Par ses dernières conclusions communiquées au greffe par voie électronique

le 3 août 2022, auxquelles il y a lieu de se référer pour l’exposé des moyens,

M. [Z] [Y] demande en toute hypothèse à la cour de :

— réformer le jugement en ce qu’il l’a débouté de ses demandes relatives au harcèlement moral subi et au manquement de la société 100% à son obligation de sécurité,

— confirmer le jugement en ce qu’il a condamné la société 100% à lui verser plusieurs sommes en invalidant son licenciement pour faute grave,

— statuant à nouveau,

* reconnaître que son salaire mensuel brut de référence est de 2 612,24 € bruts,

* juger que l’employeur a commis des faits de harcèlement moral,

* reconnaître que la société 100% a manqué à son obligation de sécurité,

* reconnaître son licenciement pour faute grave comme nul,

* ordonner l’exécution provisoire de la décision à intervenir,

— en conséquence, condamner la société 100% au paiement de :

—  30 000 € nets à titre de dommages et intérêts pour harcèlement moral,

—  20 000 € nets à titre de dommages et intérêts pour non-respect de l’obligation de sécurité,

—  30 000 € nets à titre de dommages et intérêts pour licenciement nul,

—  5 224,48 € au titre de l’indemnité compensatrice de préavis ainsi que 522,45 € au titre des congés payés afférents,

—  3 809,47 € nets au titre de l’indemnité légale de licenciement,

—  150 € d’astreinte par jour de retard à partir du jugement à intervenir pour la remise des documents de fin de contrat et des bulletins rectifiés,

—  2 500 € au titre de l’article 700 du code de procédure civile.

MOTIVATION

— SUR LE HARCÈLEMENT MORAL

Aux termes de l’article L. 1152-1 du code du travail, aucun salarié ne doit subir les agissements répétés de harcèlement moral qui ont pour objet ou pour effet une dégradation de ses conditions de travail susceptible de porter atteinte à ses droits et à sa dignité, d’altérer sa santé physique ou mentale ou de compromettre son avenir professionnel.

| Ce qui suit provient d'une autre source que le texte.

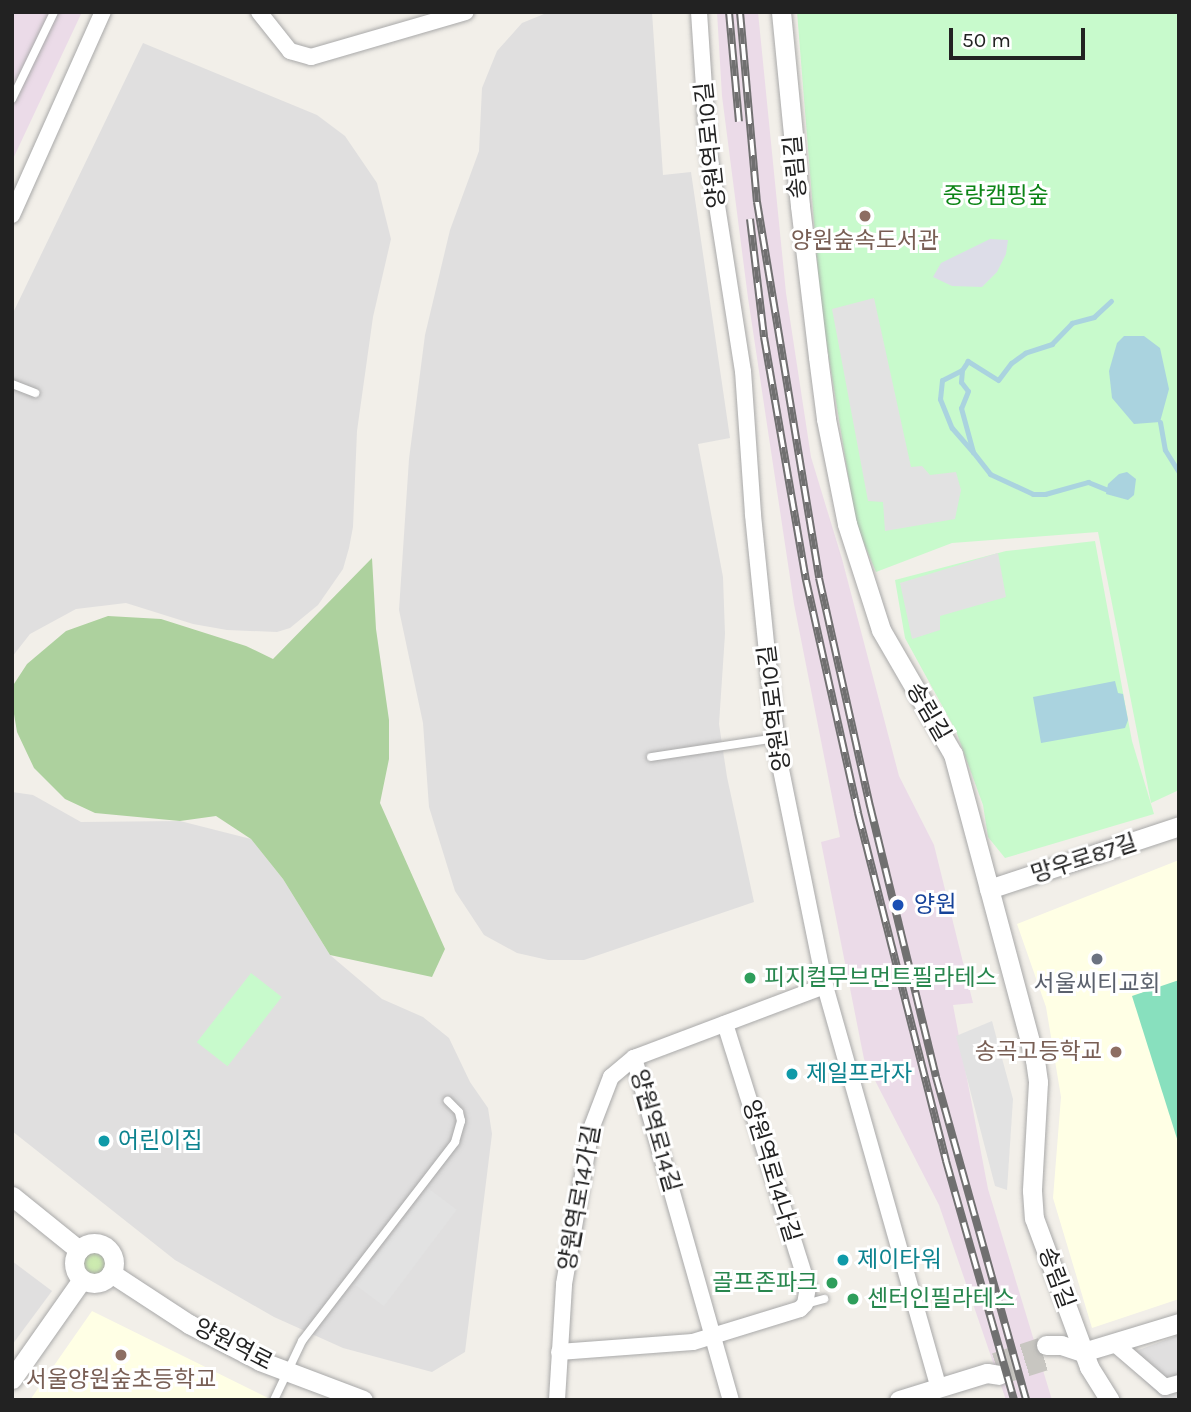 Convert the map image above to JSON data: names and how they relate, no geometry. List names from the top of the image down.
{
  "streets": {
    "street": [
      "양원역로10길",
      "송림길",
      "망우로87길",
      "양원역로14길",
      "양원역로14나길",
      "양원역로14가길",
      "양원역로"
    ]
  },
  "crossings": [
    ["양원역로10길", "양원역로14길"],
    ["송림길", "망우로87길"],
    ["양원역로14길", "양원역로14나길"],
    ["양원역로14길", "양원역로14가길"]
  ],
  "parks": ["중랑캠핑숲"],
  "places": [
    "양원숲속도서관",
    "양원",
    "서울씨티교회",
    "피지컬무브먼트필라테스",
    "송곡고등학교",
    "제일프라자",
    "어린이집",
    "제이타워",
    "골프존파크",
    "센터인필라테스",
    "서울양원숲초등학교"
  ],
  "scale_bar": "50 m"
}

L’article L. 1154-1 du même code, dans sa rédaction issue de la loi n 2016-1088 du 8 août 2016, dispose que lorsque survient un litige relatif au harcèlement moral, le salarié présente des éléments de fait laissant supposer l’existence d’un harcèlement et au vu de ces éléments, il incombe à la partie défenderesse de prouver que ces agissements ne sont pas constitutifs d’un tel harcèlement et que sa décision est justifiée par des éléments objectifs étrangers à tout harcèlement.

M. [Y] soutient qu’à compter du mois de juin 2019, il a fait l’objet d’un harcèlement moral et de multiples pressions afin de signer une rupture conventionnelle du contrat de travail, lors d’un appel téléphonique, de mails et d’entretiens, qu’en outre, il lui a été demandé pour la première fois d’envoyer quotidiennement un mail relatant son émission La matinale, qu’il a fait l’objet de plusieurs critiques sur son travail constituant des tentatives d’intimidation et a reçu deux appels téléphoniques après son licenciement. Il ajoute qu’il a ainsi subi une dégradation significative de ses conditions de travail et de son état de santé, avant d’être licencié pour faute grave.

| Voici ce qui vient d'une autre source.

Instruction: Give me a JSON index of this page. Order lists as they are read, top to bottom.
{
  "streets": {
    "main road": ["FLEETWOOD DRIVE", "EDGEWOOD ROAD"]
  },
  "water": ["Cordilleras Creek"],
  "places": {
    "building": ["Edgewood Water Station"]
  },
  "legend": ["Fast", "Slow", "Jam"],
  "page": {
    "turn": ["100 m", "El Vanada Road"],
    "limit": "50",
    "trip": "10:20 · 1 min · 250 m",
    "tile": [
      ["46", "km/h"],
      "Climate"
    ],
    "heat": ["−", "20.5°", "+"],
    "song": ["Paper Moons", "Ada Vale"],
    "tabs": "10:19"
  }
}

M. [Y] verse aux débats les pièces suivantes :

— un échange de mails entre le dirigeant de la société, M. [E] et lui-même desquels il ressort que M. [E] lui a proposé par téléphone le 6 juin 2019 une rupture conventionnelle de son contrat de travail qui a été évoquée lors d’un entretien du 11 juin à la suite duquel le salarié demandait par écrit des informations pour le cas où il accepterait cette rupture, qu’en réponse M. [E] lui proposait un nouvel entretien le 18 juin (pièce n° 5),

— un mail de M. [J], directeur d’antenne, intitulé ‘debriefing [Z]’, datant du mois d’avril 2019, dans lesquels M. [J] félicite M. [Y] sur de nombreux points et attire son attention sur certains points à améliorer, par exemple : ‘info route : l’entrée en matière est un peu longue, tu perds du temps… soit direct’ (pièce n° 20),

— un échange de mails entre M. [H] [E] et M. [Y], en date du 27 juin 2019, par lequel M. [E] demande à M. [Y] de ne pas chanter à l’antenne,

M. [Y] répondant qu’il va rectifier et y faire attention (pièce n° 22).

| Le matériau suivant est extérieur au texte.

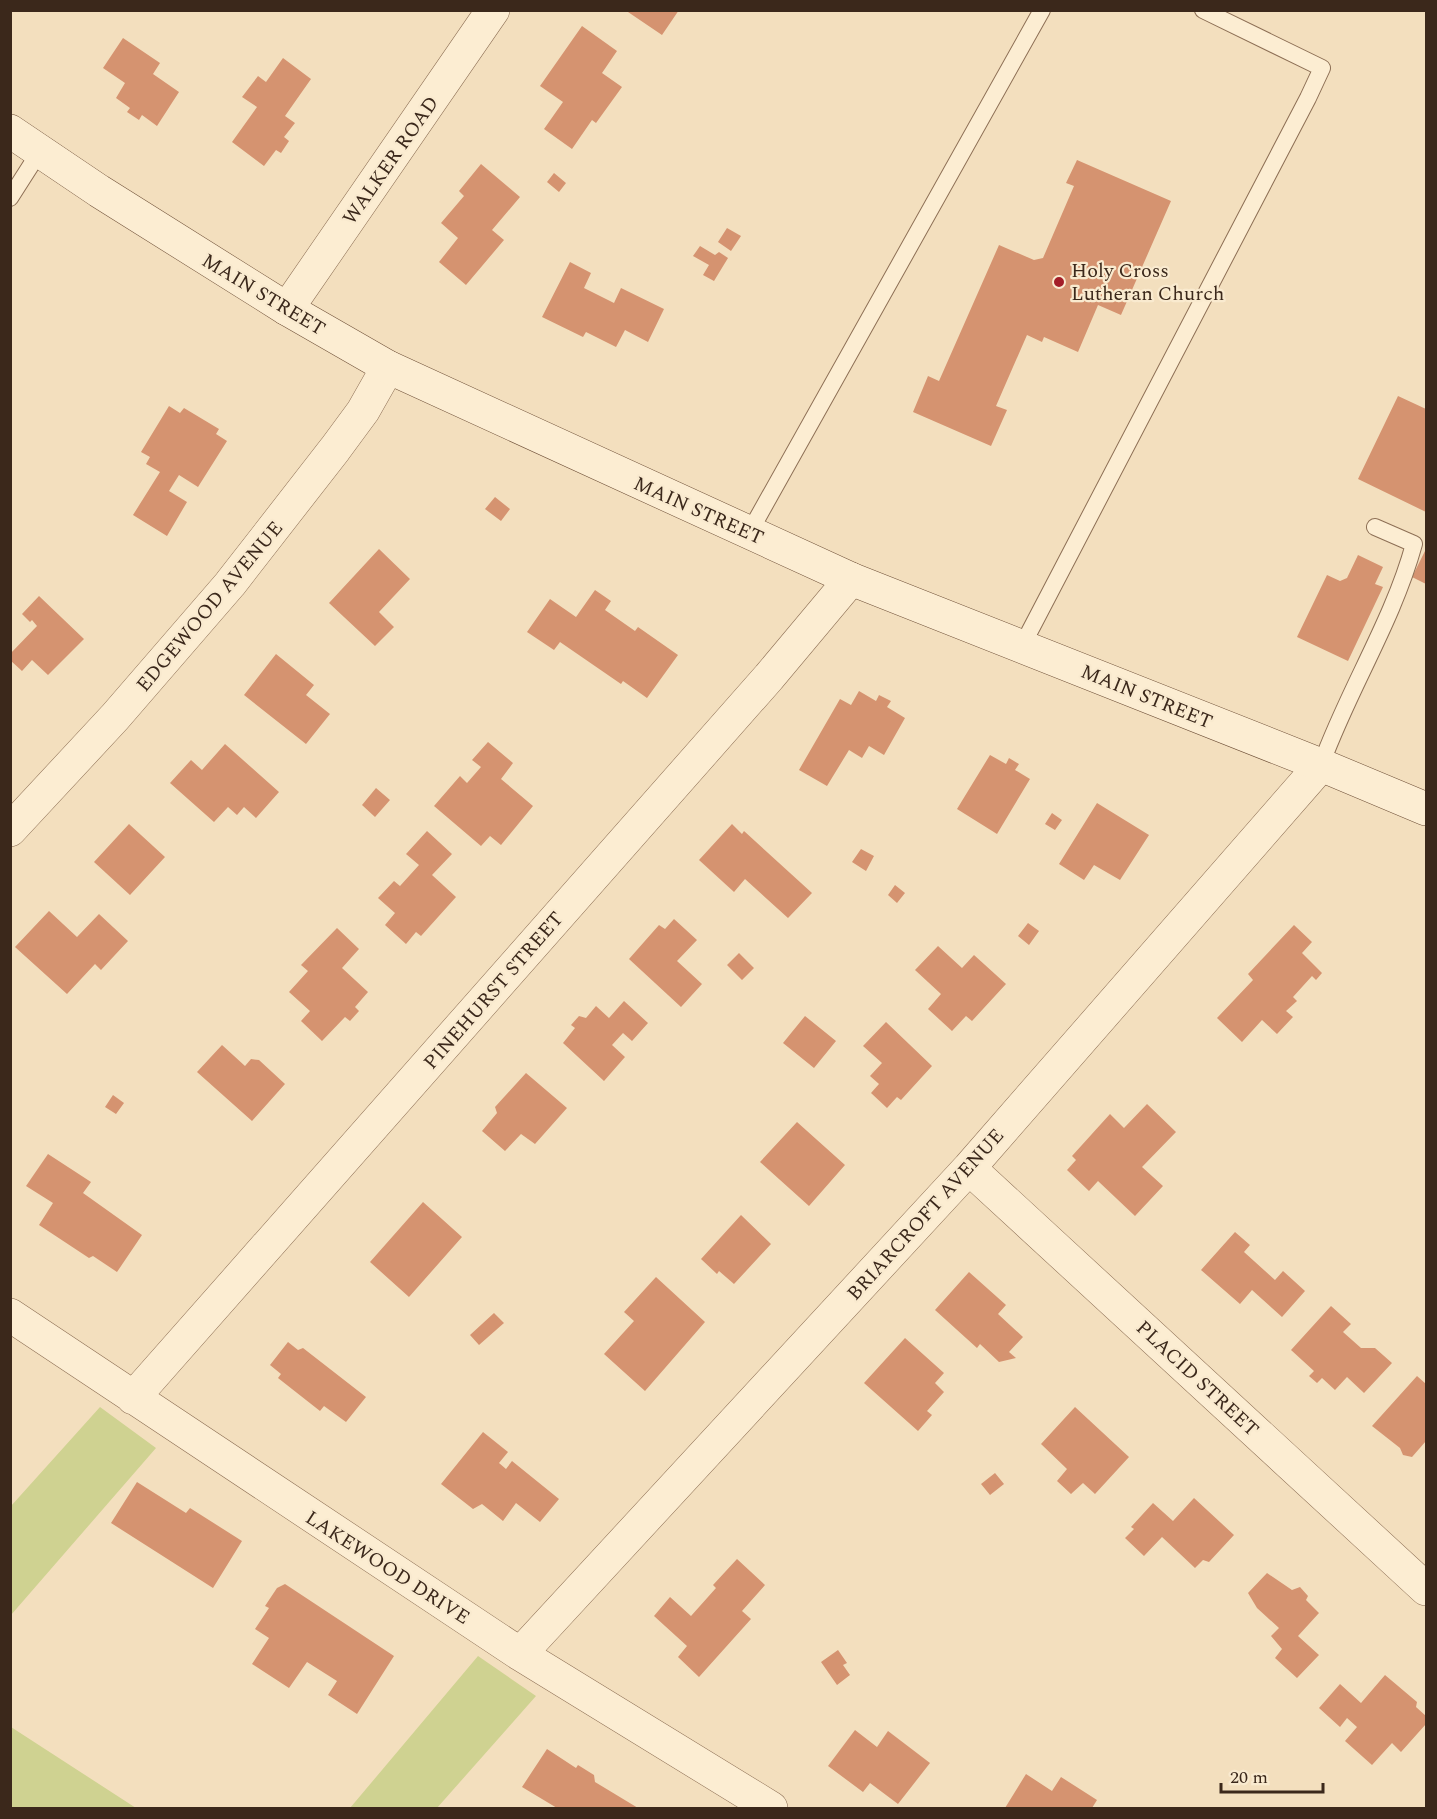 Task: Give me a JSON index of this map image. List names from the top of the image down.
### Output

— un mail de M. [E] en date du 2 juillet 2019 adressé à M. [Y] et à [A] [X] libellé comme suit : ‘Une petite remarque à vous 2 ce matin. Attention de ne pas parler de l’auditeur à la troisième personne c’est excluant.’ pièce n°22b)

— une attestation établie le 7 octobre 2019 par Mme [P] [F], psychologue ,à la demande de M. [Y], qui indique qu’il présente un état anxieux en lien avec un état de violence post traumatique et que suite à un licenciement, il vient à son cabinet depuis le 13 juillet 2019 (pièce n° 25).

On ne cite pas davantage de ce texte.